_Problem requirements_:
Below are records; how many of their lines contain "labels"? Answer with only the number.

_____

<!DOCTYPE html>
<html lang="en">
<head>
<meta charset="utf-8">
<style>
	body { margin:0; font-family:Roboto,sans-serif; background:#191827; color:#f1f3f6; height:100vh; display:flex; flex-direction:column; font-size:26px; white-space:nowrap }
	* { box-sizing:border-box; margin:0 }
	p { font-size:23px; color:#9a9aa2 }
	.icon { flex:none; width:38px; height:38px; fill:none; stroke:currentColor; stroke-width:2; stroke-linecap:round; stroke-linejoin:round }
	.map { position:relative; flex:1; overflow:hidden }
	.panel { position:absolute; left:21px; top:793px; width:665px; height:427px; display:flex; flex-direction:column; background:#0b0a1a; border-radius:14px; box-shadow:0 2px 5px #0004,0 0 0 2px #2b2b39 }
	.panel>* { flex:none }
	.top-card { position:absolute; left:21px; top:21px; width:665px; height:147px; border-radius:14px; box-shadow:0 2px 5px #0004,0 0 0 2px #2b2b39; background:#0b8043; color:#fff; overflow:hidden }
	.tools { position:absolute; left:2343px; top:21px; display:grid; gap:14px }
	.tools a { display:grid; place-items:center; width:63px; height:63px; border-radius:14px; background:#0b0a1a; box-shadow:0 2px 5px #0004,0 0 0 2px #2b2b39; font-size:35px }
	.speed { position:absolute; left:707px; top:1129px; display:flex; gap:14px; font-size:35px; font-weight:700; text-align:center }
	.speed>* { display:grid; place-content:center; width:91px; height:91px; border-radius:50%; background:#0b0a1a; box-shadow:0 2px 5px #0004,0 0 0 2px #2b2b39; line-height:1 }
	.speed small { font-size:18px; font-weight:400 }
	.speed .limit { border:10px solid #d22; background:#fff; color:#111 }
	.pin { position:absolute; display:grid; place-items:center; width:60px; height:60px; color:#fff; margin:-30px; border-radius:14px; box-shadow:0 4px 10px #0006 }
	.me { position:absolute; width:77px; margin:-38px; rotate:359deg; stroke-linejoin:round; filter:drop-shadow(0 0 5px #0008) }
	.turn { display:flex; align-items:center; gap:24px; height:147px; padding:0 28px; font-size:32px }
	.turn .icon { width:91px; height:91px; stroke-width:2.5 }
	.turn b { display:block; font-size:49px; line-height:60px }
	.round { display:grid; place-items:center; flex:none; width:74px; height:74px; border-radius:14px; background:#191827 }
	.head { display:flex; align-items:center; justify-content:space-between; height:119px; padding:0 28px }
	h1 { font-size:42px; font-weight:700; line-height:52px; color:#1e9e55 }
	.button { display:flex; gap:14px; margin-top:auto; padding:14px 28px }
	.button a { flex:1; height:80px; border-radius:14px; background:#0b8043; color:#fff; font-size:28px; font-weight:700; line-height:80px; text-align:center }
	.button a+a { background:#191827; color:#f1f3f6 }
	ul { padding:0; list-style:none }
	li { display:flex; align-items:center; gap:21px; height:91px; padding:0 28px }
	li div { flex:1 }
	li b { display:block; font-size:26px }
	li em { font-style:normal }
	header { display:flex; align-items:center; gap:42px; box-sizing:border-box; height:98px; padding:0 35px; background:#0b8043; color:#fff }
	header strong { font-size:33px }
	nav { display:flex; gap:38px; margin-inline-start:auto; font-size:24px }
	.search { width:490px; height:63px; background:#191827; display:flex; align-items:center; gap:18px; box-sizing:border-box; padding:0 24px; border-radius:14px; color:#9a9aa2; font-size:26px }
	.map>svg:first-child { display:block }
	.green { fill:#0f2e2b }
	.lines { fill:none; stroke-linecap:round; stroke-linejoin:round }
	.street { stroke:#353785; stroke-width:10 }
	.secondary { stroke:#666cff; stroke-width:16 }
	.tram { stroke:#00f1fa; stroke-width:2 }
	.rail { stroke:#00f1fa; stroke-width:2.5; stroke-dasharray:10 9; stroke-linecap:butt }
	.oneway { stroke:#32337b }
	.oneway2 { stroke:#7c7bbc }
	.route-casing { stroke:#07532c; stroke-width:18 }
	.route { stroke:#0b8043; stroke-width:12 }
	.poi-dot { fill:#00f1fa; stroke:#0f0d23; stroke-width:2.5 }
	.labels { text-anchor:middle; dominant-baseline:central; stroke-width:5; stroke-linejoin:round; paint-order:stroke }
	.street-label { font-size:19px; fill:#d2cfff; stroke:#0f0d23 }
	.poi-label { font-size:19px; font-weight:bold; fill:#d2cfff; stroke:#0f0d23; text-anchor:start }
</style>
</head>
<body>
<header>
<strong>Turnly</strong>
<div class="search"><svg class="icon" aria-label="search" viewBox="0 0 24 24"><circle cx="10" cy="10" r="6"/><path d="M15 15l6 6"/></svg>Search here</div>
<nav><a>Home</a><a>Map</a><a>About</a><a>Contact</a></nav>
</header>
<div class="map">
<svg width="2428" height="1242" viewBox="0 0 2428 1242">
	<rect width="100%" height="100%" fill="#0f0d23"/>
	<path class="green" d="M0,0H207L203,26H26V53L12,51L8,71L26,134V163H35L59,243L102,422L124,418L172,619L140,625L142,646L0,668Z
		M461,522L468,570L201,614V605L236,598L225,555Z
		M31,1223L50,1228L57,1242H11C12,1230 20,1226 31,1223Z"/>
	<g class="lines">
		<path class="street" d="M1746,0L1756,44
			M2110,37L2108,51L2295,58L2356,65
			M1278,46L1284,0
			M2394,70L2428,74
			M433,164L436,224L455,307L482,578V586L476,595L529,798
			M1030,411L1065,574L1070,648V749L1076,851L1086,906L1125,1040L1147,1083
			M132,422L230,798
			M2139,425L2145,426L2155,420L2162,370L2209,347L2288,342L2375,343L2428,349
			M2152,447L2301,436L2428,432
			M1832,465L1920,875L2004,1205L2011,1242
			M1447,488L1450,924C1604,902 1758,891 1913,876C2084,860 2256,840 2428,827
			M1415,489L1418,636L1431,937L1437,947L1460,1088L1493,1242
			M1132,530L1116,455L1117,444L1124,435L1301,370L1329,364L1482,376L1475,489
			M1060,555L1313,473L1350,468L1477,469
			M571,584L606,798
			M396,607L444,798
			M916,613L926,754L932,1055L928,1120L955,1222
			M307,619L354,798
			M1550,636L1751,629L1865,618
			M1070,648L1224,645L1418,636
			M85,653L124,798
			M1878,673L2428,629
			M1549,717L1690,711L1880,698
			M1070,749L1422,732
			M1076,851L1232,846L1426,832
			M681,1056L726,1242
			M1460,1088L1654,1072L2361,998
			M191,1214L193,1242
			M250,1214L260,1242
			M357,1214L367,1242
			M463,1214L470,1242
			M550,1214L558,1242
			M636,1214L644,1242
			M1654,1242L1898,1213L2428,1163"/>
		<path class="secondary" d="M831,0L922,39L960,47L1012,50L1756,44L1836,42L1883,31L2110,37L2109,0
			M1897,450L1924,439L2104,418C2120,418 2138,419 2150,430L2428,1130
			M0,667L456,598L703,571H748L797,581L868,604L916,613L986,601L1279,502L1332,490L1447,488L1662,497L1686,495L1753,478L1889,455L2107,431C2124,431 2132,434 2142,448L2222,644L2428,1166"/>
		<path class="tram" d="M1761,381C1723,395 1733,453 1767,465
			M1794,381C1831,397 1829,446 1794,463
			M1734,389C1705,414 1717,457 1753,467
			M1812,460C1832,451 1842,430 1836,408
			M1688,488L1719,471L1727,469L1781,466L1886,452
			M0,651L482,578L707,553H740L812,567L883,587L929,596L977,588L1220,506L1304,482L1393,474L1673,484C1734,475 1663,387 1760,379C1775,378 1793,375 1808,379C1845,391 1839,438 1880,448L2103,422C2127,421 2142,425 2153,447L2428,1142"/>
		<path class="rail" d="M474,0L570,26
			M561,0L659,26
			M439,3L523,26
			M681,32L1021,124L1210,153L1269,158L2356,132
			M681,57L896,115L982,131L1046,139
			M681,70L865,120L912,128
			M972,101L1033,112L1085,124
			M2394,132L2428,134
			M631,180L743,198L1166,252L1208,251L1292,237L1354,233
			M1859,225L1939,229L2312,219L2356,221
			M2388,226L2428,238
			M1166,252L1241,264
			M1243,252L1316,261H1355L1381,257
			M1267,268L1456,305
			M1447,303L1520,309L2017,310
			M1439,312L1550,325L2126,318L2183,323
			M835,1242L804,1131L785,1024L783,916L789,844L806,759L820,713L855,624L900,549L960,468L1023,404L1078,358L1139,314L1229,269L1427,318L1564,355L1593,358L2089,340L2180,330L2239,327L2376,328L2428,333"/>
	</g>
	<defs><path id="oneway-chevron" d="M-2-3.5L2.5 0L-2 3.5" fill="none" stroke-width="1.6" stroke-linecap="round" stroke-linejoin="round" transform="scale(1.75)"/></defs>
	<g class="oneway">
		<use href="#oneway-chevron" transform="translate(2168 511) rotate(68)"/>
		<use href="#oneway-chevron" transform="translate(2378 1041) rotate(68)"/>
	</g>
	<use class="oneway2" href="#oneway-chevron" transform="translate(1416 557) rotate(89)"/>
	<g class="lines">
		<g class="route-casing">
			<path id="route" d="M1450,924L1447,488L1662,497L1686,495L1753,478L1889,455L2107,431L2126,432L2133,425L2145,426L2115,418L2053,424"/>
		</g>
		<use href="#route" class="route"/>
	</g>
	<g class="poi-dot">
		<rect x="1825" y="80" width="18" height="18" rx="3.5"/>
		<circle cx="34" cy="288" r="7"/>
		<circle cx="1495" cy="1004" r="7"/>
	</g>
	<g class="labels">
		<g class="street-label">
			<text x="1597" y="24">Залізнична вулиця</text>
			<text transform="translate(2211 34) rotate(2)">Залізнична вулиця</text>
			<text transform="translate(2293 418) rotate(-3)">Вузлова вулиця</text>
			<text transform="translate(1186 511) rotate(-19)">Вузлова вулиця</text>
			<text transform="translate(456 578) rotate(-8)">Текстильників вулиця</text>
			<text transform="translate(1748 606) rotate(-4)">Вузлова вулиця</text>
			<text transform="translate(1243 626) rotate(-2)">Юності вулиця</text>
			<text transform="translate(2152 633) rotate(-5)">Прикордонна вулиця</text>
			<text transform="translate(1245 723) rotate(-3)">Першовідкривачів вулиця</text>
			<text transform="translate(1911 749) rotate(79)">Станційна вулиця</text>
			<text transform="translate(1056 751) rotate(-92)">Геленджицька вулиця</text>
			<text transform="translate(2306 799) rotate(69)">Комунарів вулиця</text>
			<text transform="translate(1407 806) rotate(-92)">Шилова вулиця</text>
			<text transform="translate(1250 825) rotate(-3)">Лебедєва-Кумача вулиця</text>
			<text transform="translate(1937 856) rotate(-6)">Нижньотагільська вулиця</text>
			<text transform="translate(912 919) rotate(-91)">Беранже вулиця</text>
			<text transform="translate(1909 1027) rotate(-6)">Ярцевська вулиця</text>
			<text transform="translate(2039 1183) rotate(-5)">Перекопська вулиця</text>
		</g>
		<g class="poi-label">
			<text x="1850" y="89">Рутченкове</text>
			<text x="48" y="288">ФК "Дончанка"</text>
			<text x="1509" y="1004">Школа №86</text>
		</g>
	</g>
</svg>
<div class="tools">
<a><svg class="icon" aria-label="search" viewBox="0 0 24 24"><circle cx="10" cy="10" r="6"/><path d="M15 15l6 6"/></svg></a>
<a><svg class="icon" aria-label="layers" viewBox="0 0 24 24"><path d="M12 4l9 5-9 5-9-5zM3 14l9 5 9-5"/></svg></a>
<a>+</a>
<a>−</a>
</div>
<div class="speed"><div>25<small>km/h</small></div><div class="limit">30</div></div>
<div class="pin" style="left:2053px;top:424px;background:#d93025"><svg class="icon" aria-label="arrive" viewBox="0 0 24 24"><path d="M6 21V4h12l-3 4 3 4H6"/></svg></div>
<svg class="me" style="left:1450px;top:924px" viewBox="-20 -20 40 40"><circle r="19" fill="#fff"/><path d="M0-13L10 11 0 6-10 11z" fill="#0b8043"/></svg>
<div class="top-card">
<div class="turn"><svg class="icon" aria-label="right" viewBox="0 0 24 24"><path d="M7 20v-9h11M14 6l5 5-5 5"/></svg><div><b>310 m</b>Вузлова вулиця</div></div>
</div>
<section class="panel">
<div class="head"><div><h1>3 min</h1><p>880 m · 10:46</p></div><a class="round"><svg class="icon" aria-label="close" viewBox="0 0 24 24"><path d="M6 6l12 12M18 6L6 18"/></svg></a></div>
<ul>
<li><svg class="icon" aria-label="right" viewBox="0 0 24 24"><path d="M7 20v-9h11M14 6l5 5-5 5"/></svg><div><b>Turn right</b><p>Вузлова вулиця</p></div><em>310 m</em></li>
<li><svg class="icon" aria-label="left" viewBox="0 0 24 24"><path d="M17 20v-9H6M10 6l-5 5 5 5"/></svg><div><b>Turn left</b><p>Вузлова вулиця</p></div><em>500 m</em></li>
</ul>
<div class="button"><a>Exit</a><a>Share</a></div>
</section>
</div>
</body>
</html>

_____

_Solved problem_:
2